O ministro Marco Aurélio entendeu que o Congresso não age de maneira inconstitucional quando extingue o procedimento registral, "mesmo porque inerente à ideia de serviço público exercido em âmbito público ou privado está o oferecimento de alguma garantia ou comodidade material à coletividade".
O relator frisou que a transcrição do negócio nas serventias extrajudiciais não é a única forma autorizada pelas normas para conferir publicidade a atos jurídicos.
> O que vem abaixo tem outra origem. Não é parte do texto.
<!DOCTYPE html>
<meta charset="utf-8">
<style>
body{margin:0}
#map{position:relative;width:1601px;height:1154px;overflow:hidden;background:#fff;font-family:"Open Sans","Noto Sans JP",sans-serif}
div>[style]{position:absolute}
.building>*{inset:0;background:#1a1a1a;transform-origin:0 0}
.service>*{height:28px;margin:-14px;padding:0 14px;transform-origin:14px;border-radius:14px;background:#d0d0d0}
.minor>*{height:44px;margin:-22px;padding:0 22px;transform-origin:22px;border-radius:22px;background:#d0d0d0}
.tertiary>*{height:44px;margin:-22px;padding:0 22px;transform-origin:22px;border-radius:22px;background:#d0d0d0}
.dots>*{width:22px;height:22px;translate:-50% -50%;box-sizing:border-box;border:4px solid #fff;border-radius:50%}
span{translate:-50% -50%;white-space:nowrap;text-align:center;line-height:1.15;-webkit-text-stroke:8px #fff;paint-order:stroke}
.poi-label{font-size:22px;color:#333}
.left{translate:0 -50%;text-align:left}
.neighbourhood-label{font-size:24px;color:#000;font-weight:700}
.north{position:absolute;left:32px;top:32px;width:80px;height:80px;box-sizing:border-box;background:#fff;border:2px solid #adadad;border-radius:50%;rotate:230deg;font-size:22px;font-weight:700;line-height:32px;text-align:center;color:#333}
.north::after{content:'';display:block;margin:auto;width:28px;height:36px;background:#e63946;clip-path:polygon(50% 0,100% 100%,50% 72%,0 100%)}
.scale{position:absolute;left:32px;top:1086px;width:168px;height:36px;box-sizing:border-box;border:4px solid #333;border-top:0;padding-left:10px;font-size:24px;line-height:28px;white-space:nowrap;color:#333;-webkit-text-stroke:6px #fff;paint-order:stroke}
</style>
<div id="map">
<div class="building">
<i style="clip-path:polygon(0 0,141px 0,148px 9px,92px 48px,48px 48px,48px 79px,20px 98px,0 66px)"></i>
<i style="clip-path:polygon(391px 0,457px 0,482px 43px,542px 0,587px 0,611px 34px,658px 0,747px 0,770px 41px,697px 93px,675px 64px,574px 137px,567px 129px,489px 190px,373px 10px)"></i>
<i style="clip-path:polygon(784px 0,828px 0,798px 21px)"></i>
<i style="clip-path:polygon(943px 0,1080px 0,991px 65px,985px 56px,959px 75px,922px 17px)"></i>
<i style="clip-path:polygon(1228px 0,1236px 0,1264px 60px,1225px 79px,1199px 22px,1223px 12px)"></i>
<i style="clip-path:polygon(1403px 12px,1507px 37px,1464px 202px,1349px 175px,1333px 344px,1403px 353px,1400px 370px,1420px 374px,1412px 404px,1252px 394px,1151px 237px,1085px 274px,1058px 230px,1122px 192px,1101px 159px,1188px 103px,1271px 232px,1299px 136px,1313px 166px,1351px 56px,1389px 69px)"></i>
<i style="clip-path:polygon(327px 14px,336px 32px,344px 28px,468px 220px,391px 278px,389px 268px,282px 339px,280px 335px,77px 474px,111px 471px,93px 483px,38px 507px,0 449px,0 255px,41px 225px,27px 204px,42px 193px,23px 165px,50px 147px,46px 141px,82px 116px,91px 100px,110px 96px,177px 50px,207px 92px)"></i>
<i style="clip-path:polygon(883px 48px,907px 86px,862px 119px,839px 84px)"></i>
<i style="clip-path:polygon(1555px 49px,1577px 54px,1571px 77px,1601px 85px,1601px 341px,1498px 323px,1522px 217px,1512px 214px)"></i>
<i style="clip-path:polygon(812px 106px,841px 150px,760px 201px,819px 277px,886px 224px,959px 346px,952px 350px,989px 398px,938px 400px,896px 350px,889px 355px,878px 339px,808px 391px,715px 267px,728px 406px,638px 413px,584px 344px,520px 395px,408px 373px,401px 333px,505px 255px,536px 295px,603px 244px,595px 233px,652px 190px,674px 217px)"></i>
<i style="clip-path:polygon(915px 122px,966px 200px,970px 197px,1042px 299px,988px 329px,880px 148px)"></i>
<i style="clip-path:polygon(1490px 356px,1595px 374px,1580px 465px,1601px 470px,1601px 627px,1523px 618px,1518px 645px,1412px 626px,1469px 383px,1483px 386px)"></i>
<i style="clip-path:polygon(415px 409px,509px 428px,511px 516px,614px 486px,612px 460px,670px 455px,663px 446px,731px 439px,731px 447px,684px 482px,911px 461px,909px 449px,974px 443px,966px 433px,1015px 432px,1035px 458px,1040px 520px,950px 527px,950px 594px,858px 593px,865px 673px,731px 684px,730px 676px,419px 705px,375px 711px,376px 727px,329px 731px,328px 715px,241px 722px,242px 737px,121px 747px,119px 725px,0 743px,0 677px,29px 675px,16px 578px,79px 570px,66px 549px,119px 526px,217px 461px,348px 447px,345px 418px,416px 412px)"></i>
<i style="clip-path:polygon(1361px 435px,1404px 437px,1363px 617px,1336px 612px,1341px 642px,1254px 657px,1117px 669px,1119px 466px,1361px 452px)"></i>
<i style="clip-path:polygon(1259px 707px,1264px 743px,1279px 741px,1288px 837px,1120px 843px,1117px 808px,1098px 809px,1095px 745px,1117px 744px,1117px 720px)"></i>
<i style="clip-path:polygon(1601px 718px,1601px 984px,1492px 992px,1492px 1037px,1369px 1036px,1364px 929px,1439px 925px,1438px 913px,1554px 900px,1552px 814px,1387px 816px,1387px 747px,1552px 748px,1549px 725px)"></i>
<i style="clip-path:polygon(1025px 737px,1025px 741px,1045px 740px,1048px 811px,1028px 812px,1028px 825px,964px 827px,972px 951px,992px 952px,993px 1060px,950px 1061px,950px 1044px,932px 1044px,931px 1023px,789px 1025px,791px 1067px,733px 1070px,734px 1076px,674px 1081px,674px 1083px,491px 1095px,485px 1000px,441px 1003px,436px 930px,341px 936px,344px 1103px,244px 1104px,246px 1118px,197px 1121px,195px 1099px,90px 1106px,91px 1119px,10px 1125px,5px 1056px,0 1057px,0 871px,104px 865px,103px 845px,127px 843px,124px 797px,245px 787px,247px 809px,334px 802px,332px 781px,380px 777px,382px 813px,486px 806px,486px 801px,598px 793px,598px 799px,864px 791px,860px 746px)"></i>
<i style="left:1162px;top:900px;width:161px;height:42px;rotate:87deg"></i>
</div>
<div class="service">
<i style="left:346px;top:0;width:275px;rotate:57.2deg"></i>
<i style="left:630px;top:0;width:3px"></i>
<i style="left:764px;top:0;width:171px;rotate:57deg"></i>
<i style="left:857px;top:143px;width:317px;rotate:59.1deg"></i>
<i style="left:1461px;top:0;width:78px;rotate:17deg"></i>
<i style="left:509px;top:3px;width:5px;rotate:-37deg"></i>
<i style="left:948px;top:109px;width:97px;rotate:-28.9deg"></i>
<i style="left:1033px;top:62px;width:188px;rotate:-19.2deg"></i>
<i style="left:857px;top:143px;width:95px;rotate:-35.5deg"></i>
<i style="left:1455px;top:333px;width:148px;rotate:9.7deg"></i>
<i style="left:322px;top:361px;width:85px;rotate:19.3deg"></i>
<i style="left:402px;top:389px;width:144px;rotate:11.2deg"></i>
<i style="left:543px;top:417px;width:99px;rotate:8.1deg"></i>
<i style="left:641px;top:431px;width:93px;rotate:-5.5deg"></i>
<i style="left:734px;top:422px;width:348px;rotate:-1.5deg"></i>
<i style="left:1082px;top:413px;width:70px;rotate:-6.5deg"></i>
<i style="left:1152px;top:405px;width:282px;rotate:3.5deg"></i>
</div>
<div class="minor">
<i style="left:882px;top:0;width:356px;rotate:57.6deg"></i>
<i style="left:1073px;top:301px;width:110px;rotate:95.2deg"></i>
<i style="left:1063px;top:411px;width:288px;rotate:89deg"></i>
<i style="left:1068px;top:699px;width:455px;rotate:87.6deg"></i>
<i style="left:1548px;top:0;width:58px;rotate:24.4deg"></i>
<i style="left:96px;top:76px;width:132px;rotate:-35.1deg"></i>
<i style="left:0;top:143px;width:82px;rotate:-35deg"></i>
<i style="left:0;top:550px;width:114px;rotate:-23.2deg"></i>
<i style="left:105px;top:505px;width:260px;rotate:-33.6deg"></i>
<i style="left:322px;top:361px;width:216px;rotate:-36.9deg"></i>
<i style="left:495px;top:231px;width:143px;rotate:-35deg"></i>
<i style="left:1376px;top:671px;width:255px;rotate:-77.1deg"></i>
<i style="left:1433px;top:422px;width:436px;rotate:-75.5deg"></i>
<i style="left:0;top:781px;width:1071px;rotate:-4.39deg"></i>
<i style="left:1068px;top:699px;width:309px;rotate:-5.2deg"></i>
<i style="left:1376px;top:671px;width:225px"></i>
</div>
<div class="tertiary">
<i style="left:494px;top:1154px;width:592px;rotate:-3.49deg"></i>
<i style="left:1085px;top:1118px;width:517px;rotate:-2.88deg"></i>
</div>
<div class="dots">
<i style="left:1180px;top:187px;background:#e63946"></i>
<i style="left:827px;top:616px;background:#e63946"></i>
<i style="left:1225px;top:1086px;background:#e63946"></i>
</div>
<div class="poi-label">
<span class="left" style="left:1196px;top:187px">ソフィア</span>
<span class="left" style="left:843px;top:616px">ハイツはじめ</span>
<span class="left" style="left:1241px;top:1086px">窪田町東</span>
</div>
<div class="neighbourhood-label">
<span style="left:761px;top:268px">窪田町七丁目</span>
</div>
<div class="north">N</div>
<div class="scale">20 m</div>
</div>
Conforme ele, há diversas atividades análogas realizadas pelo poder público, a despeito do disposto no artigo 236 da Carta Federal, como é o caso do registro da propriedade industrial no Instituto Nacional da Propriedade Industrial (lei 9.279/96), o registro centralizado de aeronaves (Código Brasileiro de Aeronáutica), entre outros.
Em seu voto, o ministro Marco Aurélio observou que nos processos se pretendeu retirar do legislador ordinário "qualquer liberdade para delimitação da atividade", fato que colocaria todos os cadastros de informações em banco de dados com acesso geral, sujeitos à disciplina do artigo 236 da CF, o que atingiria atividade realizada por outros entes privados, tais como o serviço de proteção ao crédito.
"Os limites da atividade registral das serventias extrajudiciais, exercida em caráter privado, não são previamente definidos na Constituição Federal", ressaltou o ministro.
De acordo com Marco Aurélio, "a imprecisão e o caráter indeterminado da atividade, que não decorre da natureza das coisas, conferem ao legislador maior liberdade para, obedecida a proporcionalidade e o conteúdo mínimo dos conceitos indeterminados, limitar-lhe a amplitude".
O relator considerou, ainda, que não houve ofensa ao princípio da separação dos poderes, "pois a atividade fiscalizatória desempenhada pelo Judiciário é restrita aos serviços prestados pelos cartórios extrajudiciais".